One rainy Friday afternoon, my Father, Peter brought me a book home. I think he grabbed it on a whim, but it started something. The book was this one:
Trixie Belden, The Secret of the Mansion.
I don’t think he knew it then, but that quick little purchase started a ritual that changed my life. I remember ripping that bag open, and scanning the first sentence “Oh Moms, I’ll just die if I don’t get a horse”. I ran to my bedroom and didn’t come out until I’d finished the last words. For I too, would die if I didn’t get a horse. I had no idea who ‘Moms” was.
And then I flipped it over, and I read it again.
The following Friday, another brown paper bag from the bookshop, another Trixie. And so the habit was born. I don’t think Peter knew just what he’d gotten into, for author Julie Campbell and then mysteriously after book six, Kathryn Kenny, were prolific. They wrote thirty-six Trixie Belden books. THIRTY SIX. At a book a week, that’s nine months. In the time it would take to grow a human baby, my Dad grew a monster. A reading monster. It was voracious.
And so that is what happened. Every. Single. Friday.
Some Fridays he would have “lunch meetings”. It was back in the 80s, before everyone got a work ethic, and when long boozy lunches were an accepted and expected part of business. When he got home he’d be so “tired” from his busy day that Mum would make him go straight to bed. Yet still the brown paper bag. Still the book.
He never forgot.
Of course, eventually we moved on from Trixie, and through other catalogues: Dahl, Tolkien, Twain, Steinbeck. Then later; King, Hornby, Bryson. And finally, right near the end, Nick Earls. By the time we got to Nick I’d long since moved out of home, and so we would have quick chats over the phone or send emails about what we were reading. We had lots of cross-overs, but our tastes diverged at Peter Carey. I couldn’t do Carey.

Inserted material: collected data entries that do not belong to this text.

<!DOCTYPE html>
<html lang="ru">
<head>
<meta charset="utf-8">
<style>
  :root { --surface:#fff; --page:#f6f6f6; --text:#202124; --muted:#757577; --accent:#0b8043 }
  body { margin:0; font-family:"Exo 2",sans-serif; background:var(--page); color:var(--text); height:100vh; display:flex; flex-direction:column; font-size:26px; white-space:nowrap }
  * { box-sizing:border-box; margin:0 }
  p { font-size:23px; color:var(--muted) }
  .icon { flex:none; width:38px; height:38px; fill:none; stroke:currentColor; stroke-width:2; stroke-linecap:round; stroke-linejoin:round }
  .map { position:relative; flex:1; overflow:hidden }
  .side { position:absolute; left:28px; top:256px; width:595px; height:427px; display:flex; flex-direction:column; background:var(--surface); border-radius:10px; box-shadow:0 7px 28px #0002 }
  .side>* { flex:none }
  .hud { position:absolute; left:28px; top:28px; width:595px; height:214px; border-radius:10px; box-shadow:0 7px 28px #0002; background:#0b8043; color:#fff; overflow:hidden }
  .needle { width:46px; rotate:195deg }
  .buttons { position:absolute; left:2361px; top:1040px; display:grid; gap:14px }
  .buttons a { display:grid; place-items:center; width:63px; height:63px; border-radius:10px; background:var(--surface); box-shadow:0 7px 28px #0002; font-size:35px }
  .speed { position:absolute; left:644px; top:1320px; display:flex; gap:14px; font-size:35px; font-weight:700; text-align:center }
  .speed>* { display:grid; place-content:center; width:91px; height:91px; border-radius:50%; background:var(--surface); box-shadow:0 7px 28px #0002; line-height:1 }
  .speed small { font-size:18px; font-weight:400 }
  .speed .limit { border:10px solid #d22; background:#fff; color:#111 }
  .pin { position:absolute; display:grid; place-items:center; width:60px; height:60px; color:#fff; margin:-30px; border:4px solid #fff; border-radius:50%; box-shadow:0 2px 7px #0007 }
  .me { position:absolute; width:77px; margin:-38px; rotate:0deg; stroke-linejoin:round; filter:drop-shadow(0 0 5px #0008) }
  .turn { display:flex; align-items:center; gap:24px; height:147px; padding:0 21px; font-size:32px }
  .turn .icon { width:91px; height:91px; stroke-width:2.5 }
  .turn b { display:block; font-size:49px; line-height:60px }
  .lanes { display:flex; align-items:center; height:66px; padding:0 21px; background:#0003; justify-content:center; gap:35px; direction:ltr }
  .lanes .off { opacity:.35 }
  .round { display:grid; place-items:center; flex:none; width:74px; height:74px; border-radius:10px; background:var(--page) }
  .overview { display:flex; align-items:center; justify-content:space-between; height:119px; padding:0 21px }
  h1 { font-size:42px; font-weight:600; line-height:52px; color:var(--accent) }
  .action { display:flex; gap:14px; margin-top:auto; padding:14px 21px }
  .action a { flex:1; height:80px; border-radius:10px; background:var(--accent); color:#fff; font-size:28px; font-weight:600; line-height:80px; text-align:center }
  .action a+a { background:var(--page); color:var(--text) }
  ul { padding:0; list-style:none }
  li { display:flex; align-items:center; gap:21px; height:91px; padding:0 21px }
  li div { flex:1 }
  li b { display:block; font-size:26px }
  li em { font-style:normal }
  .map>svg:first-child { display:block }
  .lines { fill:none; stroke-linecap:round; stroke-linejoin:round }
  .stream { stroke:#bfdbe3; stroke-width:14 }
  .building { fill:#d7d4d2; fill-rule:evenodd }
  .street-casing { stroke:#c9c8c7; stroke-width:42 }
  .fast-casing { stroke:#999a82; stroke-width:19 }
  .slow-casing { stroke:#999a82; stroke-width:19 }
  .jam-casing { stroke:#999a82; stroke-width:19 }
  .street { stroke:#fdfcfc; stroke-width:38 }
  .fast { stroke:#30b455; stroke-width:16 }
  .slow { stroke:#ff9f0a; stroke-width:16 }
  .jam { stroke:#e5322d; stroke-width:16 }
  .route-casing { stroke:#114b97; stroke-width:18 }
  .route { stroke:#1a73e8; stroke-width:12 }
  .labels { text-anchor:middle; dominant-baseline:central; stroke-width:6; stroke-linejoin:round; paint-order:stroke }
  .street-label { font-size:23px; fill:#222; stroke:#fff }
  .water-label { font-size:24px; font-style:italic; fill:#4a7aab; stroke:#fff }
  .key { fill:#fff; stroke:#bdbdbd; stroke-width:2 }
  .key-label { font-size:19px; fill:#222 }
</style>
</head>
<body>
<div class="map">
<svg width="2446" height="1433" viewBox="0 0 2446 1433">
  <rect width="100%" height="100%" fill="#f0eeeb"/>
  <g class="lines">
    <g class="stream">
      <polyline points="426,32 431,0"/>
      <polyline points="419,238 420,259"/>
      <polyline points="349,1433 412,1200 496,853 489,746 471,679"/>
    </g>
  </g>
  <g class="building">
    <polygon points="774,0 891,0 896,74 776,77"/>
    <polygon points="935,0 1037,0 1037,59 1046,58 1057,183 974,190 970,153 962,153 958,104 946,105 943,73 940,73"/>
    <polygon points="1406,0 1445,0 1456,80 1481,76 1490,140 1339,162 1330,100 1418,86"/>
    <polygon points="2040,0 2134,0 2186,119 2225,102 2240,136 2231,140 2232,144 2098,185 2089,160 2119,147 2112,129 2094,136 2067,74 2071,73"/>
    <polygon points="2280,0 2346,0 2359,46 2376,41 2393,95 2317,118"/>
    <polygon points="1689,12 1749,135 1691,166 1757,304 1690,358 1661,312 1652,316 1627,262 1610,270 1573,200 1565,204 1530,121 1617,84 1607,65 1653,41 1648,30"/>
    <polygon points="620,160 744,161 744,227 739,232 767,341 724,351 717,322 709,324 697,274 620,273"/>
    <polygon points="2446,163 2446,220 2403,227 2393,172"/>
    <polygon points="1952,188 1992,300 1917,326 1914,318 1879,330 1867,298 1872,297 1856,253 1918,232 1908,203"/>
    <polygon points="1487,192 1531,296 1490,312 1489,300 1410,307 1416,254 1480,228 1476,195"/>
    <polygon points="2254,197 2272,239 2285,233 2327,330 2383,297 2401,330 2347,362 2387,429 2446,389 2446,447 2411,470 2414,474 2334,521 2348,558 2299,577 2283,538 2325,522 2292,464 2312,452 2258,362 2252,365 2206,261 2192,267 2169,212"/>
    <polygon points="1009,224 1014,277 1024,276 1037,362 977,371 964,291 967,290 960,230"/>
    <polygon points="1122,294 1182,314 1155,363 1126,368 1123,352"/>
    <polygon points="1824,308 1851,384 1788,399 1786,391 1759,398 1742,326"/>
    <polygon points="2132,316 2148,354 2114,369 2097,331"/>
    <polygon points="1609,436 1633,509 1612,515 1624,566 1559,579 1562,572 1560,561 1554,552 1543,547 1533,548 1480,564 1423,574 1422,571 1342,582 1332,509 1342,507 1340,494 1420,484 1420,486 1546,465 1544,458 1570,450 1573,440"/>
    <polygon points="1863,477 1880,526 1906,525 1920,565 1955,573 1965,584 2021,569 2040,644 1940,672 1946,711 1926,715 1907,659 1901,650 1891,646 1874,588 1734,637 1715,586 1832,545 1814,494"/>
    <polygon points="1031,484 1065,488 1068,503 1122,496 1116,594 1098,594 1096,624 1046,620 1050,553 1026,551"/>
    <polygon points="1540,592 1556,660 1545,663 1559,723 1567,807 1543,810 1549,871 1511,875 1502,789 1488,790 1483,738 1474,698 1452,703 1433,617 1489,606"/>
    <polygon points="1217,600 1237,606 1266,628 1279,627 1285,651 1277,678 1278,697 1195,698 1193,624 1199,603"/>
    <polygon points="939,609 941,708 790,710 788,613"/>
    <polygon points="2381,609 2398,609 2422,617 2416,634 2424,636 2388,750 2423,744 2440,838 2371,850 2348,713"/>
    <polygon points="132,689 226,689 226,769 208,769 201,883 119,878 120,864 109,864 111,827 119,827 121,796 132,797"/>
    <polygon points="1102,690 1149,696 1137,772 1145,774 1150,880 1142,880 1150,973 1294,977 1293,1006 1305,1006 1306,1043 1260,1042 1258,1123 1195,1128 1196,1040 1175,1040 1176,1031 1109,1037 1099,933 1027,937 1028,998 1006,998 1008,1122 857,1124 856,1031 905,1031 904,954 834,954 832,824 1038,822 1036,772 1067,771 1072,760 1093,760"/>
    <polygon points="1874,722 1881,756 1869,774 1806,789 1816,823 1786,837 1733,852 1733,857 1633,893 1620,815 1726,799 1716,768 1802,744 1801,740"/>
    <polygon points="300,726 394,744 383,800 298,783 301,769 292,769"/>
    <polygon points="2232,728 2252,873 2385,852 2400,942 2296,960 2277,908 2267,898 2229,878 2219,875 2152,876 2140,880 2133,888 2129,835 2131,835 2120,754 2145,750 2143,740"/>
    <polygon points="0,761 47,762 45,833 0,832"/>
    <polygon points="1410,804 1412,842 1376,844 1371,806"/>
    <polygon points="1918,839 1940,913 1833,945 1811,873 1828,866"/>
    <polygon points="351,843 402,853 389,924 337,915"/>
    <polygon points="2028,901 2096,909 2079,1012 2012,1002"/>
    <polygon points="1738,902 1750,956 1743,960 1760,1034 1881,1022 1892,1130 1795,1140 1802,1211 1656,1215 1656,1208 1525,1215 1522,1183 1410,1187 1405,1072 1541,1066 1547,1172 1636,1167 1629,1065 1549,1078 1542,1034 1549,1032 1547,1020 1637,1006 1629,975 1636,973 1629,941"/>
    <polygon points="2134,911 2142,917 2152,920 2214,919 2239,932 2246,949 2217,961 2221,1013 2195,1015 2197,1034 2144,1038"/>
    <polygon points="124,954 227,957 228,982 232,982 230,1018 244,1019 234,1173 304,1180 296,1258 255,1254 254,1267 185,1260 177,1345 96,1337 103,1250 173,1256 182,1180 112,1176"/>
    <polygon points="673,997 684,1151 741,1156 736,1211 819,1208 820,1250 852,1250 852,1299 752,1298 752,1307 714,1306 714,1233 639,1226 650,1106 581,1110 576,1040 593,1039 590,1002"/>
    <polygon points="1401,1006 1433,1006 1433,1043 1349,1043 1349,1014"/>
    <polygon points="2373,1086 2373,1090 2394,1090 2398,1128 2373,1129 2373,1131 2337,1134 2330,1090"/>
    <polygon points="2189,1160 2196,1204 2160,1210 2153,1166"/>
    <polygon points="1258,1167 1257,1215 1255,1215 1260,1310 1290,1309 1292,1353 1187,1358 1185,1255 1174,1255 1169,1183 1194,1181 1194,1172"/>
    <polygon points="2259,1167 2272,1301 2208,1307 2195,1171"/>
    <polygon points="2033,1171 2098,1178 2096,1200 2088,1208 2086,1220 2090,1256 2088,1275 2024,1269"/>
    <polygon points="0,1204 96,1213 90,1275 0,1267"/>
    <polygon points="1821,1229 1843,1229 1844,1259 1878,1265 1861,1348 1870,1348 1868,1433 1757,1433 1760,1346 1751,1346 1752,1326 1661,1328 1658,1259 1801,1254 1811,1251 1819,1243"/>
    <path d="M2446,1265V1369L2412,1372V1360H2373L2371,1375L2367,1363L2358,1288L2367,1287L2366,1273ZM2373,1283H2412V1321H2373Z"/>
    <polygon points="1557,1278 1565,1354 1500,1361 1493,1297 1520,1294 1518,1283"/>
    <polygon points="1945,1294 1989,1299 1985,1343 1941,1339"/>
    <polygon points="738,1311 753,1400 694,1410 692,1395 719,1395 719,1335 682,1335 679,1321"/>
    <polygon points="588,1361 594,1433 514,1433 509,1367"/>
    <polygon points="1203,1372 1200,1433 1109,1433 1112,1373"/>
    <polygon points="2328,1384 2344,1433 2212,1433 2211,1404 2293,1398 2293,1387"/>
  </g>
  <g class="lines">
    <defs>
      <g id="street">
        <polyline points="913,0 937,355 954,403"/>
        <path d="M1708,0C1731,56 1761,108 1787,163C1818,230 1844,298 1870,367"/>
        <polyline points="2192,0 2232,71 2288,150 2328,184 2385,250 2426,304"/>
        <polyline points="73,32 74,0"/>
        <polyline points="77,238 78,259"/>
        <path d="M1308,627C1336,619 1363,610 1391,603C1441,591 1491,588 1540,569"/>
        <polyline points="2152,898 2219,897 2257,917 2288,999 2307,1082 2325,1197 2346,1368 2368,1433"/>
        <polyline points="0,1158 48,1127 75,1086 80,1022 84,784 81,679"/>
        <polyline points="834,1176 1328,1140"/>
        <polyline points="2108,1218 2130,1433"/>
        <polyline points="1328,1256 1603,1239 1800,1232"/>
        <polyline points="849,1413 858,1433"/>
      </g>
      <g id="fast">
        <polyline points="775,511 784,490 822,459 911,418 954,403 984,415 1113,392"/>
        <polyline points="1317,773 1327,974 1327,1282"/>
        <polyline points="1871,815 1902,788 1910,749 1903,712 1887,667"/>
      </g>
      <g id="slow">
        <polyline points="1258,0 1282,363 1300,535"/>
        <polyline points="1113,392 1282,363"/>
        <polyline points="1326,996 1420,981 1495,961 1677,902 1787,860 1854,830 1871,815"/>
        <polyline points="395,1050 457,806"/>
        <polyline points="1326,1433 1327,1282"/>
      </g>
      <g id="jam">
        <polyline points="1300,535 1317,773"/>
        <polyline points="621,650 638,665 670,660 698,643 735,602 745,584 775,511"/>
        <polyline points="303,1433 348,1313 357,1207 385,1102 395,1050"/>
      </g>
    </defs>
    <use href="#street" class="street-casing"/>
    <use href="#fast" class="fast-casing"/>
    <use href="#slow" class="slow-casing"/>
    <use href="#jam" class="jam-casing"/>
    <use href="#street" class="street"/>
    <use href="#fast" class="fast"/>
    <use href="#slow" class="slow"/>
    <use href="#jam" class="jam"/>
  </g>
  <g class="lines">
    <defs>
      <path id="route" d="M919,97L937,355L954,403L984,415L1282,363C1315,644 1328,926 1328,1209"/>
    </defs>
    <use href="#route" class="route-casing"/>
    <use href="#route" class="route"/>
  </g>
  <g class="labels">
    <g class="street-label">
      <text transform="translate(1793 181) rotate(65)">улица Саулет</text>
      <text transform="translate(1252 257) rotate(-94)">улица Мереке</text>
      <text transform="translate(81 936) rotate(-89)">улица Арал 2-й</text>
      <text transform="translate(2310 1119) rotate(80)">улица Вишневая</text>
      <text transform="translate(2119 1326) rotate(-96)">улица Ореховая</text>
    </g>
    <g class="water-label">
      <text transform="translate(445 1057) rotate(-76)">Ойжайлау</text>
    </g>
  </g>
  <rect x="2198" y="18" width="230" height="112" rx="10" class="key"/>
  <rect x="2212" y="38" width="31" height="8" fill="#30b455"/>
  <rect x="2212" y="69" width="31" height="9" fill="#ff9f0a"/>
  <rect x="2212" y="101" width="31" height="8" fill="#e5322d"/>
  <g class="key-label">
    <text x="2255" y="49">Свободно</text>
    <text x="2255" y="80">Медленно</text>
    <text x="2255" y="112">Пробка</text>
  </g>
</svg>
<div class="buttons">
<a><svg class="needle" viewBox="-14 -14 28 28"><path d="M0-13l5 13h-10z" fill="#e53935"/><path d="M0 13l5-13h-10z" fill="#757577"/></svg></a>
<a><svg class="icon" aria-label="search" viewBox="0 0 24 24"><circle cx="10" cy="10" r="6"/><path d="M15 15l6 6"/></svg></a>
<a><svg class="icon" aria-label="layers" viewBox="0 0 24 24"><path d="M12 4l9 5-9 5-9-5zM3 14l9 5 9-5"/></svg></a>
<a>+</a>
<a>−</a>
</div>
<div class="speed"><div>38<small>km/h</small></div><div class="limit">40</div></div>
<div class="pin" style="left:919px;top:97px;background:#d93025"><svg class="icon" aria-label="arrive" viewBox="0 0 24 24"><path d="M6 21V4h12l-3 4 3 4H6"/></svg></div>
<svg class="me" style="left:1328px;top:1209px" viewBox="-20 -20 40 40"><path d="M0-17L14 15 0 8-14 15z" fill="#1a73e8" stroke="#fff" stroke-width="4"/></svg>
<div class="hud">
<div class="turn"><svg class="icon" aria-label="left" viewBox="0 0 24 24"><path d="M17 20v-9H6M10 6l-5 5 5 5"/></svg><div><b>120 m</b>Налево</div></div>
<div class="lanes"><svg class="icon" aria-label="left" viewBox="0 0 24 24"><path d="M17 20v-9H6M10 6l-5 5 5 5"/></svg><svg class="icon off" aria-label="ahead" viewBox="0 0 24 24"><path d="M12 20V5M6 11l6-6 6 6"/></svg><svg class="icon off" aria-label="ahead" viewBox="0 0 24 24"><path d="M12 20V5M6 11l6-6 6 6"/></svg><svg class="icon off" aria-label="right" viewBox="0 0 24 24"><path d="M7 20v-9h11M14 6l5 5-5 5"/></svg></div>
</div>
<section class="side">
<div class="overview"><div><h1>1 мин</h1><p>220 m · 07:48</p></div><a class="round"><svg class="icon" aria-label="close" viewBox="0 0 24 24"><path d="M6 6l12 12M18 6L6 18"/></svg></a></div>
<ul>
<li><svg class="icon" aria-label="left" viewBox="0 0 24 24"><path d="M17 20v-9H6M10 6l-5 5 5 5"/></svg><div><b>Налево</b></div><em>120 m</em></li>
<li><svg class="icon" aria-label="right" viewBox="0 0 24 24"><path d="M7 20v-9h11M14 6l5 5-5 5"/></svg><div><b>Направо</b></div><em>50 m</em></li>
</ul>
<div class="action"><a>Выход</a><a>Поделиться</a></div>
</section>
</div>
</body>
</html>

In the later years, we had switched roles a little, I didn’t do it every Friday, but I did sometimes buy my Dad a book. The last one I got him was The True Story of Butterfish, by Nick Earls. He never finished it. Before he could, the cancer devoured him, from the inside out, and Butterfish was left sitting on the bedside table.
A few months later I was sitting at my desk, reading Butterfish, and I came across a passage I particularly liked. Forgetting my Dad was dead, I absent-mindedly picked up the phone and called his office to discuss it. A woman answered, and the pain and the sad came over me in a hot and cold wave. I hung up quickly, without telling her I was calling to speak to my dead father.
My Dad always thought I’d write a book one day. I don’t know if I have a book in me, but I do have a blog now. And for now, that is enough. I hope my Dad would like reading it.
…From The Ashers xx
What book memories do you have?
Did your Dad do cool stuff for you when you were a kid?